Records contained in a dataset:
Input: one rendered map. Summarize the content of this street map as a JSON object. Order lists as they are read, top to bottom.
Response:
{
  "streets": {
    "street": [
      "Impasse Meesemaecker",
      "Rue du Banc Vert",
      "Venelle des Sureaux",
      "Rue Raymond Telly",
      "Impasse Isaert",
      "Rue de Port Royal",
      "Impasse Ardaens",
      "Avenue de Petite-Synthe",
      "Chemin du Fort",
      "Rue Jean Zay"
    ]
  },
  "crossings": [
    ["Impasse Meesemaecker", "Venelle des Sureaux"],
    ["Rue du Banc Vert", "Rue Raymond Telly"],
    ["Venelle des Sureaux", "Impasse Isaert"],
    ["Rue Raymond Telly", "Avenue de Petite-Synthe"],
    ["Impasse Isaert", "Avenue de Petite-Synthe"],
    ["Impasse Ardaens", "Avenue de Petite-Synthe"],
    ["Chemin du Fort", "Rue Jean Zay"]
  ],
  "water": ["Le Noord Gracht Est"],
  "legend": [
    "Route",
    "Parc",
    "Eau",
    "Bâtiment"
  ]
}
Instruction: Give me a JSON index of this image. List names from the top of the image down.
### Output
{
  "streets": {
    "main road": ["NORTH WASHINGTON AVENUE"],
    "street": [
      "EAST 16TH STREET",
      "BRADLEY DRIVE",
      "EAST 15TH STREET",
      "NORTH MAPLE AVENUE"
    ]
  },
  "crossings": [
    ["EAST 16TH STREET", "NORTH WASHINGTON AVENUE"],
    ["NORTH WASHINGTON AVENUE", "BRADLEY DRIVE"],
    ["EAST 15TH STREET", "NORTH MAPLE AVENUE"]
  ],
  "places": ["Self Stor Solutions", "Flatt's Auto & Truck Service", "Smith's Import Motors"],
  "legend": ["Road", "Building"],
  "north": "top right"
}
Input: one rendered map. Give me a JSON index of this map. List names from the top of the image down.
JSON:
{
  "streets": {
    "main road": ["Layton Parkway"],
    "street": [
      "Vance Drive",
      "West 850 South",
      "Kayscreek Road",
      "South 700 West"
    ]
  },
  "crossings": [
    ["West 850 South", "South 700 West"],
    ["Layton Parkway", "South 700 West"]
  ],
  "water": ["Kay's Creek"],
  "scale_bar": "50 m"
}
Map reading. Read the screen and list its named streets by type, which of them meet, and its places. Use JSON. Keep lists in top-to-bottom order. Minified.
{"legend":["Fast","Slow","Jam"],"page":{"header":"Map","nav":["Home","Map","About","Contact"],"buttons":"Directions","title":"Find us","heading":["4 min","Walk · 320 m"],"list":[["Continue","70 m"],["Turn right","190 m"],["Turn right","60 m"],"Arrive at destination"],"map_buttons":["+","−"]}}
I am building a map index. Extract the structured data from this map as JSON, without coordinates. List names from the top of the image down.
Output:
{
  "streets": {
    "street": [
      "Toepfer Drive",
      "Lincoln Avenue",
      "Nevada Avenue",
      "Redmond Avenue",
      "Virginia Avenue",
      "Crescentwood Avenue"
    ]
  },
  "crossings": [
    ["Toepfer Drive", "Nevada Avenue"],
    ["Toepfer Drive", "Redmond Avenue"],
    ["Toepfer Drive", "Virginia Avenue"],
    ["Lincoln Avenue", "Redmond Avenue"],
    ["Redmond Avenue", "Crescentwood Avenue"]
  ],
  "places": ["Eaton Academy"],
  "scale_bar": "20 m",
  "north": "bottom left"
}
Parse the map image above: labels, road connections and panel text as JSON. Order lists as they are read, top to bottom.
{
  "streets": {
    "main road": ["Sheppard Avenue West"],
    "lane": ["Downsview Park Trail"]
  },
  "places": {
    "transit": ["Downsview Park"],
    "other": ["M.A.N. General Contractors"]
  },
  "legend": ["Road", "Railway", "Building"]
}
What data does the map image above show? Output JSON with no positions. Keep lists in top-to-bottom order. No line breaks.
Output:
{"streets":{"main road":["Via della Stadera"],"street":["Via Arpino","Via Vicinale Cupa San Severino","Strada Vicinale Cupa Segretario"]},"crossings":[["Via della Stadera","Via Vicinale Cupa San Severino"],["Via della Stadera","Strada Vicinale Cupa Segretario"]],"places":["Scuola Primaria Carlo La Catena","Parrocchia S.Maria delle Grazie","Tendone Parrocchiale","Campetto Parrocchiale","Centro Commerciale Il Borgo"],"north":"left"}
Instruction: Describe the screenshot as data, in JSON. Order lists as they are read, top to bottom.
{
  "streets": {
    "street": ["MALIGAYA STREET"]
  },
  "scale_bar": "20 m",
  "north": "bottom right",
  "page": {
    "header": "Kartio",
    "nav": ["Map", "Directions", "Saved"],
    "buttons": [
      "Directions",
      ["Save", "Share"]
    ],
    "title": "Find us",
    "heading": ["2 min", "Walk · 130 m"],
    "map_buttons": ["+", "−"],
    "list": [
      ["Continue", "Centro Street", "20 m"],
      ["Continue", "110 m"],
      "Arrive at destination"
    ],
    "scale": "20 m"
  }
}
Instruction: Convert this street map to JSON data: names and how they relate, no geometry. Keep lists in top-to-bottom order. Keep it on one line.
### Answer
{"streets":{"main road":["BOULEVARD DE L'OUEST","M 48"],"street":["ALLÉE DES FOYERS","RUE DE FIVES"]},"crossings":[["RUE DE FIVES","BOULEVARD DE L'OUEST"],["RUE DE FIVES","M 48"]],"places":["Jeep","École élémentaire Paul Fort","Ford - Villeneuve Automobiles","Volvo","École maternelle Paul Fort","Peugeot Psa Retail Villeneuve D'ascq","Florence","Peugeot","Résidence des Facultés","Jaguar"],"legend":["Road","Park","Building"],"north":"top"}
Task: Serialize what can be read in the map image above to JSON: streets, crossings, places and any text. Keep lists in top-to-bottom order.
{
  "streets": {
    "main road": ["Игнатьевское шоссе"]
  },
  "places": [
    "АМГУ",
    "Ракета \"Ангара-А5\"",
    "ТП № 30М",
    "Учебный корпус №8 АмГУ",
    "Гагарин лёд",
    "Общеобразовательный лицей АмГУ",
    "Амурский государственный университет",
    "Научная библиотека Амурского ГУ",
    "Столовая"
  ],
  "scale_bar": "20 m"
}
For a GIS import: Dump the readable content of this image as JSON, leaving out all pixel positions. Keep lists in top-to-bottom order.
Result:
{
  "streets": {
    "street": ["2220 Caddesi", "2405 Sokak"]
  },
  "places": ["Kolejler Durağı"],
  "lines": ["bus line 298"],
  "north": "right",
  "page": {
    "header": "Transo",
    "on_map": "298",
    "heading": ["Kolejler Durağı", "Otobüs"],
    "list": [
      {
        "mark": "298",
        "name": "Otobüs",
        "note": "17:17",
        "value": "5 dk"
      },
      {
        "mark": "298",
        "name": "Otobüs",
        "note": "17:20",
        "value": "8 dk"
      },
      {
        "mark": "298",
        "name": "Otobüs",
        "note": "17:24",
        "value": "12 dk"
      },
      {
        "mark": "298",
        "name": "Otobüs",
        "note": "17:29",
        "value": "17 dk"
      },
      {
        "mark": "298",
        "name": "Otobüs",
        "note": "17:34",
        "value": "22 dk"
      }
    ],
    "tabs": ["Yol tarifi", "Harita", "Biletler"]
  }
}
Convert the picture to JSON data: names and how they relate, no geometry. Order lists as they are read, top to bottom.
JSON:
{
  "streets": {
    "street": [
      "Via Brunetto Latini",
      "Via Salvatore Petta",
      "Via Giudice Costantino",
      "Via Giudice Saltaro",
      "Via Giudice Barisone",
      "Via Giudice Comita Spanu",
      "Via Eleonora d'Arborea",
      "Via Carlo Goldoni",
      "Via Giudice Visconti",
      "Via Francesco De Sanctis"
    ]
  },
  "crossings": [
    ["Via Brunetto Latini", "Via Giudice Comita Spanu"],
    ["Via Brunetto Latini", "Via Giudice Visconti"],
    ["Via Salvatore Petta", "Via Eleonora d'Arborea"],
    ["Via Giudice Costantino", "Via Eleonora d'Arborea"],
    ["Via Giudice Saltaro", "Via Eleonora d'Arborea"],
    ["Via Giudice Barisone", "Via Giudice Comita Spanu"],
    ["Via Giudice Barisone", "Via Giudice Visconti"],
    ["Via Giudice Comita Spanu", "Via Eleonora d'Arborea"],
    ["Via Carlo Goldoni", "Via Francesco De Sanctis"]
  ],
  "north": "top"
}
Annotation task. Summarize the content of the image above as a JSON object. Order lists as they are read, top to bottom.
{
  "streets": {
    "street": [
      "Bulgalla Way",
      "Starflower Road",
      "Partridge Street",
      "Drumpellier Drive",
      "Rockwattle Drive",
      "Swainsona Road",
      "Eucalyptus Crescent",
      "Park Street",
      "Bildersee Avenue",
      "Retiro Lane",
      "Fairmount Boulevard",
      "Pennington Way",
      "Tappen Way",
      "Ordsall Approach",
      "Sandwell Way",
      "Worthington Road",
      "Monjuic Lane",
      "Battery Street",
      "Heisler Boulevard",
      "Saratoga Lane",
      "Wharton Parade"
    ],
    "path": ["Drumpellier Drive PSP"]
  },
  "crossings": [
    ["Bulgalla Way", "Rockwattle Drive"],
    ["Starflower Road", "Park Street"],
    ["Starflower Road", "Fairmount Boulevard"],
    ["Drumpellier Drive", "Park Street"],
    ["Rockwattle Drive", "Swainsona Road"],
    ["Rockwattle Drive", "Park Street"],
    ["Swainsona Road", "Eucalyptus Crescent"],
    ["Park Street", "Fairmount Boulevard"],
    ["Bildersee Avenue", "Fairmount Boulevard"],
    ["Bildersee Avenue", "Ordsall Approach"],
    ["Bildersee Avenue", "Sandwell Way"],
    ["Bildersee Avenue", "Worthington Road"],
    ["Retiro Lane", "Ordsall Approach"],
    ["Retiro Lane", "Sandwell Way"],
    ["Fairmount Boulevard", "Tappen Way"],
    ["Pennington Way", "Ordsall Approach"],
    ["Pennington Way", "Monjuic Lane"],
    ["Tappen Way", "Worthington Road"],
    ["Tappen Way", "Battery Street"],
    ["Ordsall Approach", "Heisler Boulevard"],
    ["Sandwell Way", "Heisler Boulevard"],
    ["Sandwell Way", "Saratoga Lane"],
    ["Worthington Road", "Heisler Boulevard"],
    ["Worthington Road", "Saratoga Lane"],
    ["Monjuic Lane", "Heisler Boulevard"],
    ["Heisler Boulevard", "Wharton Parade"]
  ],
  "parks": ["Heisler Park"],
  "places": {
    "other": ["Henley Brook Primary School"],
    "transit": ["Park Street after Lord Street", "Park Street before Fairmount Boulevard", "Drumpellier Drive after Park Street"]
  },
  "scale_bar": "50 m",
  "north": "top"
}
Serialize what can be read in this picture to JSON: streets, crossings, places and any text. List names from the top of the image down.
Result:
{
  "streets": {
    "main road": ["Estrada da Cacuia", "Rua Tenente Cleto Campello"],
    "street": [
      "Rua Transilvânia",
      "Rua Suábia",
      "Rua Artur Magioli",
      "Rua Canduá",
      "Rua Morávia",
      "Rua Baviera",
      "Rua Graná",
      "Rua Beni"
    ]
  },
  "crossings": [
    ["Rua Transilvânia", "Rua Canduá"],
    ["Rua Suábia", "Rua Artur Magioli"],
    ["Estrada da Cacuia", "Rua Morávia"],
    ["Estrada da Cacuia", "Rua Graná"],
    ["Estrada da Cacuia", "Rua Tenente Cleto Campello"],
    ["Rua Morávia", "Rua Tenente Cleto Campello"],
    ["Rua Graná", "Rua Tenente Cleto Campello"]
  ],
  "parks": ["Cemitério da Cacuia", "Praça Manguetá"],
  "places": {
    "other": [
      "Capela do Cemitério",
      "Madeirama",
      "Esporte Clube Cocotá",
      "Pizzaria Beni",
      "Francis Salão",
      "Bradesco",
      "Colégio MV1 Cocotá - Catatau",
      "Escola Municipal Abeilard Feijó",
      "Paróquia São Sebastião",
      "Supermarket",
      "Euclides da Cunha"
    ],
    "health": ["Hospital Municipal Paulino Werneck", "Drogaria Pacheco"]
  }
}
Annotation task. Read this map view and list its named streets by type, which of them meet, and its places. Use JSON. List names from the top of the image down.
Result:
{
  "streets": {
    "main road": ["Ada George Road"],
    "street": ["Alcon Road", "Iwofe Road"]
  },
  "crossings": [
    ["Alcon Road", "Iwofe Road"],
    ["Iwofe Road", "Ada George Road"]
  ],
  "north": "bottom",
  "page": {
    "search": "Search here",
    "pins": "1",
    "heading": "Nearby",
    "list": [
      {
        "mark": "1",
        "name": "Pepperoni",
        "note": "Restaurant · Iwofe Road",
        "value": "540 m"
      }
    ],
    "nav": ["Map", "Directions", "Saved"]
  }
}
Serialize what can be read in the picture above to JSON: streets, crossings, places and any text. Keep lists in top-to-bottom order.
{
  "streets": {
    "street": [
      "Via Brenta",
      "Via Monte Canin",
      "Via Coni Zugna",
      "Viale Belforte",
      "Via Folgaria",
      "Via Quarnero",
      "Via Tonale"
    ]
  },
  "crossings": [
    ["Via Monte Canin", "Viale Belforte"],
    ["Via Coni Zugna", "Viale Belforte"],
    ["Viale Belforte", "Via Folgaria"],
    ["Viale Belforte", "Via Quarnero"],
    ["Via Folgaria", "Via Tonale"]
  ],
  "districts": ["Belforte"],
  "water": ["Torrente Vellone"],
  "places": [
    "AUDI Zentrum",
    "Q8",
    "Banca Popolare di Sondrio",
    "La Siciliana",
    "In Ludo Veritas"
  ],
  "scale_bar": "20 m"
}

TASK OBJECTIVE → Check all the records above and select each line where the string "rendered" is found.

ANSWER AREA →
Input: one rendered map. Summarize the content of this street map as a JSON object. Order lists as they are read, top to bottom.
Input: one rendered map. Give me a JSON index of this map. List names from the top of the image down.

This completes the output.